▶ TASK:
Please copy every line with the string "canvas" from the entries below.

Collected data entries
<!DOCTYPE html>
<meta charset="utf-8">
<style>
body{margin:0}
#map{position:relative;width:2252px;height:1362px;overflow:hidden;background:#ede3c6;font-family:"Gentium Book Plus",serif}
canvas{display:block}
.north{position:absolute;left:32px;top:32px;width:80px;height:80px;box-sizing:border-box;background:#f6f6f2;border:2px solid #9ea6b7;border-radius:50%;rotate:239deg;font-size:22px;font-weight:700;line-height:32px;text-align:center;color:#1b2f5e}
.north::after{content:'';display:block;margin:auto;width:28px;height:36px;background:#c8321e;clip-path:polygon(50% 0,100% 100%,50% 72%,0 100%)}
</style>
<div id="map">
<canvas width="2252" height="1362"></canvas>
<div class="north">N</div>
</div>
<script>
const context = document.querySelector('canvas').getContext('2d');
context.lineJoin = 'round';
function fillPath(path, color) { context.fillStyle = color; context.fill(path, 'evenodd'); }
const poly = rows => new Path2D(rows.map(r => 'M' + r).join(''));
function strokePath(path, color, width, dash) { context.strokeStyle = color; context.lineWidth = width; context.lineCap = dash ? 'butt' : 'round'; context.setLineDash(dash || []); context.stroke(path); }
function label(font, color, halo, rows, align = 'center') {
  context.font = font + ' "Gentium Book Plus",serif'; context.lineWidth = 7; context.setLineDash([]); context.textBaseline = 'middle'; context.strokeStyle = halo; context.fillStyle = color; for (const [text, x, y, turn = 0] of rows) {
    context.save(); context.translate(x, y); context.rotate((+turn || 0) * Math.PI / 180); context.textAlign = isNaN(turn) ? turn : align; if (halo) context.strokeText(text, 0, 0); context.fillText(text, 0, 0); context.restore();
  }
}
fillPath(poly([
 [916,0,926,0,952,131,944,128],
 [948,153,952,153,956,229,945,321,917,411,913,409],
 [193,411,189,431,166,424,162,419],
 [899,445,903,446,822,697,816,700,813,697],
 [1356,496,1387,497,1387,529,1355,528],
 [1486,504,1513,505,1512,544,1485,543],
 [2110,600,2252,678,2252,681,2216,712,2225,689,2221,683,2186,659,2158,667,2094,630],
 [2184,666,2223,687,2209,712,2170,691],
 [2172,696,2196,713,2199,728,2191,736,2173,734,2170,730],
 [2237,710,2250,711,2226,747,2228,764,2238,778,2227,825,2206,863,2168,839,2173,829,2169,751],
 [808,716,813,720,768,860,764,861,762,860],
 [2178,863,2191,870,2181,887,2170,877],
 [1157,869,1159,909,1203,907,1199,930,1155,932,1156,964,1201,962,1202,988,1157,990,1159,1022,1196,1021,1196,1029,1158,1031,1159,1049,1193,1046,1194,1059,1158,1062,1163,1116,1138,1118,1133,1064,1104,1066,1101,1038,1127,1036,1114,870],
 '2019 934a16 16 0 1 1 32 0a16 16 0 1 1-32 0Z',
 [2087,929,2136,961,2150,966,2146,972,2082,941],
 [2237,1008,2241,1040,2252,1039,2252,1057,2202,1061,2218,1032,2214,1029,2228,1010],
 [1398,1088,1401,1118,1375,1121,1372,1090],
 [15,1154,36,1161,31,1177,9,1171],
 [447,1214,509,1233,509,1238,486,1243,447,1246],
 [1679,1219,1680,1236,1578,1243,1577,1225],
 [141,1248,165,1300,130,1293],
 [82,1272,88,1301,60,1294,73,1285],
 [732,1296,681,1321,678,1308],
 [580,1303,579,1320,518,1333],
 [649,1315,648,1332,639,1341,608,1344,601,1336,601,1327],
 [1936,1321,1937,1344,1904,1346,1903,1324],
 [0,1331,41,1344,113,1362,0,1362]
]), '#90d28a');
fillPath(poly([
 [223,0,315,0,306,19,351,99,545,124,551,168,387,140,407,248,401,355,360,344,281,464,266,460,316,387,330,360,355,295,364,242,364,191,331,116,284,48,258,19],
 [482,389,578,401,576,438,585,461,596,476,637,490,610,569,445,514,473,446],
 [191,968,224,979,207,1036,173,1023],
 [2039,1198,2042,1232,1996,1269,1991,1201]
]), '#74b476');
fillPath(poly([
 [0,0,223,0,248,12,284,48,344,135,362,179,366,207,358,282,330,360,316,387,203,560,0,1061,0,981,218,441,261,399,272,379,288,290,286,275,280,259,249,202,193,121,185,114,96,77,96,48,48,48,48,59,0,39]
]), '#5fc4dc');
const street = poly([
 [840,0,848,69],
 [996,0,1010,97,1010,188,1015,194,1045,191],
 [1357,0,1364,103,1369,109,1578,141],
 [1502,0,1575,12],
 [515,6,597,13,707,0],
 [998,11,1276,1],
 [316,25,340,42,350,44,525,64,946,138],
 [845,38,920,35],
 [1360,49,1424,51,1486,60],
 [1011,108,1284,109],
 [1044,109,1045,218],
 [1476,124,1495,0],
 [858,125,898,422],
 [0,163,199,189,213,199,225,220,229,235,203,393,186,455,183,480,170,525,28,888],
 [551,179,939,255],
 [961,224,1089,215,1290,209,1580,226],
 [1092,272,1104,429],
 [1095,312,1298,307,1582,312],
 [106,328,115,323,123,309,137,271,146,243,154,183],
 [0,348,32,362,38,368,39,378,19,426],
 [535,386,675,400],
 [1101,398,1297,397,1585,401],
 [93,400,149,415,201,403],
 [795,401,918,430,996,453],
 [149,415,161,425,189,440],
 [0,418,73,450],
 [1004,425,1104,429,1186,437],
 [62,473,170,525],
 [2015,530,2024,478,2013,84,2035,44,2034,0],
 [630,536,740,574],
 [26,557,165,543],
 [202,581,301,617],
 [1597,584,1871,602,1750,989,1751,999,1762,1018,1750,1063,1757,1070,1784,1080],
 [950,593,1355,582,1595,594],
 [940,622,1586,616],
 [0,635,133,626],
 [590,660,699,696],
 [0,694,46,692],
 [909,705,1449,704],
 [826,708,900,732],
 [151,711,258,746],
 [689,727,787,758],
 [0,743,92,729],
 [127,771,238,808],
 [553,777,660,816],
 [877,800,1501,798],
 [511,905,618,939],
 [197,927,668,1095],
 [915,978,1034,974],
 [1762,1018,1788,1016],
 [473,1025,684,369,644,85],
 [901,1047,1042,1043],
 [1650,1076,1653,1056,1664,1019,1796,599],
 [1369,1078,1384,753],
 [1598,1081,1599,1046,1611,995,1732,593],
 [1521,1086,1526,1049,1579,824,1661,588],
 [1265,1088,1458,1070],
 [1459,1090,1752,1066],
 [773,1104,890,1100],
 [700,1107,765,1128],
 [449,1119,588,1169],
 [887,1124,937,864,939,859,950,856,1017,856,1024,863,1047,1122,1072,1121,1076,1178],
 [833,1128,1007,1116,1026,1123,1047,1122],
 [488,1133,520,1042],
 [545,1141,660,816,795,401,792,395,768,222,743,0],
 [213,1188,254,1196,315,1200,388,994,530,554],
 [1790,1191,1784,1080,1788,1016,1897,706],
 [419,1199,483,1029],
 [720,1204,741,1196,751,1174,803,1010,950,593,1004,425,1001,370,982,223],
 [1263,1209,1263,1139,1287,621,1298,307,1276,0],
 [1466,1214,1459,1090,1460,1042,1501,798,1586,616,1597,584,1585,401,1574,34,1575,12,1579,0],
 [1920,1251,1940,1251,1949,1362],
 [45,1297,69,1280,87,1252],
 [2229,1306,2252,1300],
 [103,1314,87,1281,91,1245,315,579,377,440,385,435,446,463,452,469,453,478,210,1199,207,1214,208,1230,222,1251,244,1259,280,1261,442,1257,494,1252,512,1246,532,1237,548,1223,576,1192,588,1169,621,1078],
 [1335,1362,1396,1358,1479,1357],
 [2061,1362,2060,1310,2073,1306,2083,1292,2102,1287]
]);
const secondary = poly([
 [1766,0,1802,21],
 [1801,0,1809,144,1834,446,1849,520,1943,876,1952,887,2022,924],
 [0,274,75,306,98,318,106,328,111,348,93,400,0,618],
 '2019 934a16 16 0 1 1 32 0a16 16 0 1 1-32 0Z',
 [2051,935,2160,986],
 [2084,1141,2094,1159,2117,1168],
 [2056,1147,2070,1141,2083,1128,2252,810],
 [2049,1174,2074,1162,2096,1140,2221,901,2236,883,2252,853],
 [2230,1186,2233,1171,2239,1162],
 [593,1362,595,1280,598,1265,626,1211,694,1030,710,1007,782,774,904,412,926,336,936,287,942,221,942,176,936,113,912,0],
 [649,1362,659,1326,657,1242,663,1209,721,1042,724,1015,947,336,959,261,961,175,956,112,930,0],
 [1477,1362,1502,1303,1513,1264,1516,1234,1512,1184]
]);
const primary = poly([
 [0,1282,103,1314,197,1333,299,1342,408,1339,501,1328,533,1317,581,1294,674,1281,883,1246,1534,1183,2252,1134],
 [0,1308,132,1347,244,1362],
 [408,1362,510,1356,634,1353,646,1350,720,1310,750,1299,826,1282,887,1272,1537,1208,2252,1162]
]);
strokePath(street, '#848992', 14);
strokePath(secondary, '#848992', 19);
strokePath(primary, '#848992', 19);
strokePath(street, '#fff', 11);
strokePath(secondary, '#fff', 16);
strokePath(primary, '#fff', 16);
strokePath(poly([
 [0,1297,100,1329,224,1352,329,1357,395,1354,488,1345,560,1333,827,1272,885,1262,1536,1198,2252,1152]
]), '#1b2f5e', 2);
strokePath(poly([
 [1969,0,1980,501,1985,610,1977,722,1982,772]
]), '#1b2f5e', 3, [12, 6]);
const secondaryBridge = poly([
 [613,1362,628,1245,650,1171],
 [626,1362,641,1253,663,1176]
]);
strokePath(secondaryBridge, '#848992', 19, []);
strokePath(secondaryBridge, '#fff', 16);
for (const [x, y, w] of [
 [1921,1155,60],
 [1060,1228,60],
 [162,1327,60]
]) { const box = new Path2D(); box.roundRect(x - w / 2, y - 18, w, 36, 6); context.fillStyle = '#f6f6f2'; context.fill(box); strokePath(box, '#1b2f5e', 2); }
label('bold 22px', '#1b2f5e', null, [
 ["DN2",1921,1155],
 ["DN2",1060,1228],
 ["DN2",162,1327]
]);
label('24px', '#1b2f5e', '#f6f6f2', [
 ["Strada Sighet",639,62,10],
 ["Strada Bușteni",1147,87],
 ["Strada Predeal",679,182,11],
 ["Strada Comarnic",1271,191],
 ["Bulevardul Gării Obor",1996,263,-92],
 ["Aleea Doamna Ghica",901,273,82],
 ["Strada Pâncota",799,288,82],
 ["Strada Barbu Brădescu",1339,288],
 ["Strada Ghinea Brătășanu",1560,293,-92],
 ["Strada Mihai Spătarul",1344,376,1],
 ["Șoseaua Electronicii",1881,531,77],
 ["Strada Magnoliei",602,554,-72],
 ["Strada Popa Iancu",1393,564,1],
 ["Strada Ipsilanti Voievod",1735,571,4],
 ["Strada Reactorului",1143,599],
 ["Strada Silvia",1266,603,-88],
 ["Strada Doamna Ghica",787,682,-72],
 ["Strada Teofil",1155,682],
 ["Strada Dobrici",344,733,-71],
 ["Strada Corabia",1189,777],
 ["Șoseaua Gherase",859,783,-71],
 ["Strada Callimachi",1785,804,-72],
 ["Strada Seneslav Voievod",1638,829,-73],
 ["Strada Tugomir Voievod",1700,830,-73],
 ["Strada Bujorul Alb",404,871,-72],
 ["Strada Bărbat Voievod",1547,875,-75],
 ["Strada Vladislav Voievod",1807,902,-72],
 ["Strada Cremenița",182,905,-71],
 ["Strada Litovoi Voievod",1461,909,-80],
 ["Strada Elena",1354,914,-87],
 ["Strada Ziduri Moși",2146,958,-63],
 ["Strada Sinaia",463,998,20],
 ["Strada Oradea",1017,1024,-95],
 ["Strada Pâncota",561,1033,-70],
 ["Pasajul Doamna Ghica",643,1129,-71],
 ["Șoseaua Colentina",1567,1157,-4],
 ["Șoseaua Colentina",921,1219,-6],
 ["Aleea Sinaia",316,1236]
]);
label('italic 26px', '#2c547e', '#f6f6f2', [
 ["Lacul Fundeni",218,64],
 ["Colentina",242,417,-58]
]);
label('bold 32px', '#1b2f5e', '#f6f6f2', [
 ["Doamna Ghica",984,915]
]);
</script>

▶ RESULT FOR THIS TASK:
canvas{display:block}
<canvas width="2252" height="1362"></canvas>
const context = document.querySelector('canvas').getContext('2d');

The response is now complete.